WASHINGTON, BALIPOST.com – Amerika Serikat pada Rabu (1/12) mengidentifikasi kasus pertama COVID-19 varian Omicron. Ini diketahui saat para ilmuwan terus mempelajari risiko yang dapat ditimbulkan dari varian baru tersebut.
Dikutip dari Kantor Berita Antara, kasus itu ditemukan pada pasien penerima vaksin lengkap yang bepergian ke Afrika Selatan. Pejabat kesehatan masyarakat mengatakan bahwa pasien, yang mengalami gejala ringan, tiba di AS pada 22 November dan tujuh hari kemudian dinyatakan positif terinfeksi.
Orang itu sudah mendapatkan vaksin lengkap namun belum disuntik vaksin booster, menurut pakar penyakit menular kenamaan AS Dr. Anthony Fauci saat konferensi pers di Gedung Putih.
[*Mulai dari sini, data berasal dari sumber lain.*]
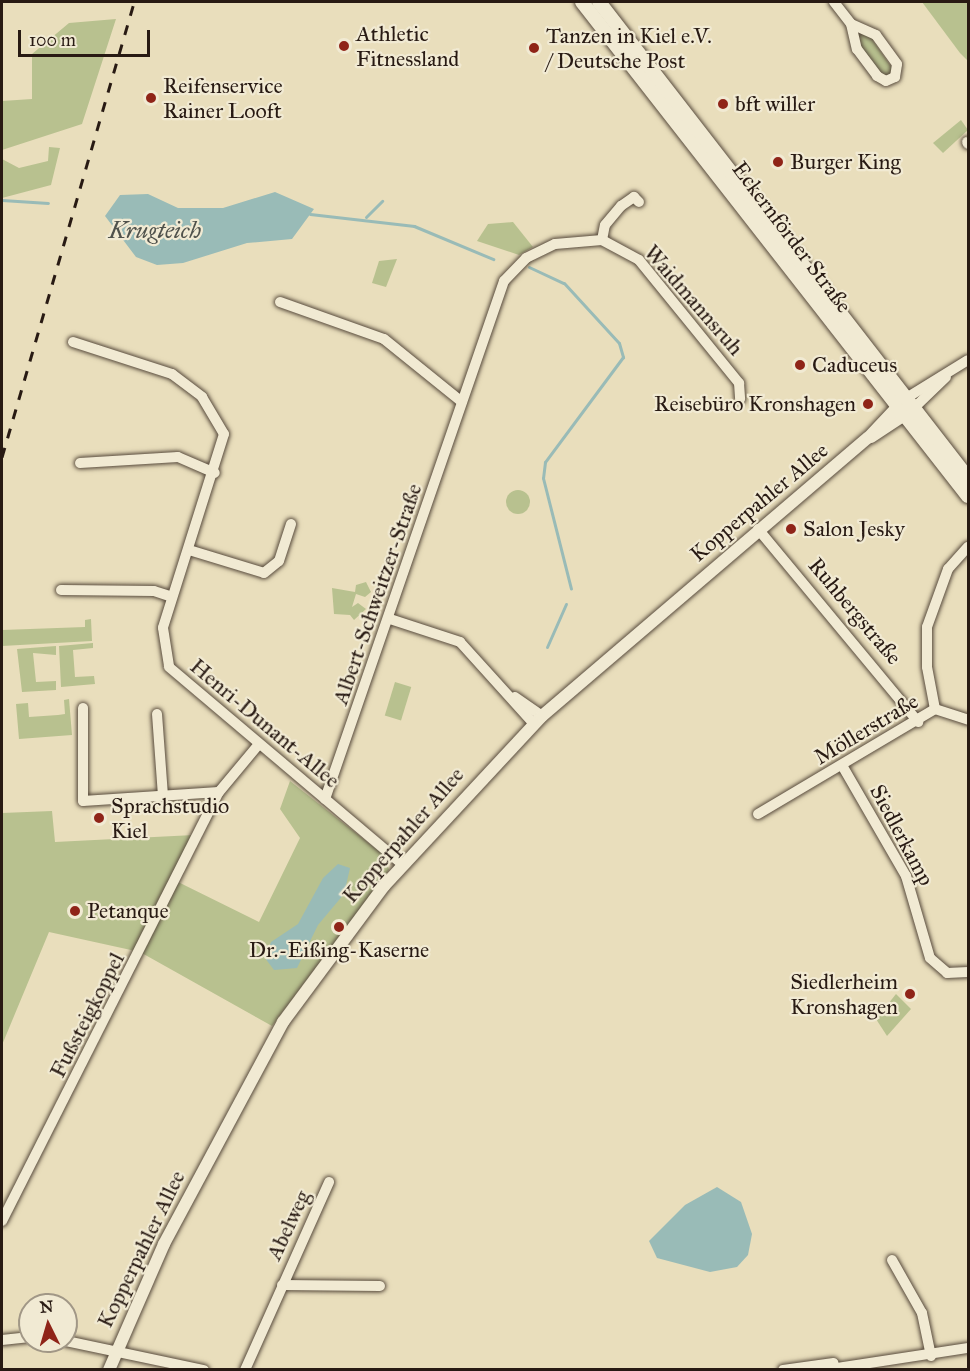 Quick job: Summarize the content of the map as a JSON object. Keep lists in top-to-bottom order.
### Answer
{
  "streets": {
    "main road": ["Eckernförder Straße"],
    "street": [
      "Waidmannsruh",
      "Kopperpahler Allee",
      "Albert-Schweitzer-Straße",
      "Ruhbergstraße",
      "Henri-Dunant-Allee",
      "Möllerstraße",
      "Siedlerkamp",
      "Fußsteigkoppel",
      "Abelweg"
    ]
  },
  "crossings": [
    ["Eckernförder Straße", "Kopperpahler Allee"],
    ["Waidmannsruh", "Albert-Schweitzer-Straße"],
    ["Kopperpahler Allee", "Ruhbergstraße"],
    ["Kopperpahler Allee", "Henri-Dunant-Allee"],
    ["Albert-Schweitzer-Straße", "Henri-Dunant-Allee"],
    ["Ruhbergstraße", "Möllerstraße"],
    ["Henri-Dunant-Allee", "Fußsteigkoppel"],
    ["Möllerstraße", "Siedlerkamp"]
  ],
  "water": ["Krugteich"],
  "places": [
    "Athletic Fitnessland",
    "Tanzen in Kiel e.V. / Deutsche Post",
    "Reifenservice Rainer Looft",
    "bft willer",
    "Burger King",
    "Caduceus",
    "Reisebüro Kronshagen",
    "Salon Jesky",
    "Sprachstudio Kiel",
    "Petanque",
    "Dr.-Eißing-Kaserne",
    "Siedlerheim Kronshagen"
  ],
  "scale_bar": "100 m",
  "north": "top"
}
Orang tersebut kini menjalani isolasi mandiri dan seluruh kontak eratnya dinyatakan negatif COVID-19, lanjutnya.
Masih ada sejumlah pertanyaan besar seputar Omicron, yang bermutasi lewat berbagai cara. Menurut para ahli, cara Omicron bermutasi dapat meningkatkan kemampuannya untuk menyebar dan menghindari beberapa pertahanan yang dihasilkan oleh vaksin.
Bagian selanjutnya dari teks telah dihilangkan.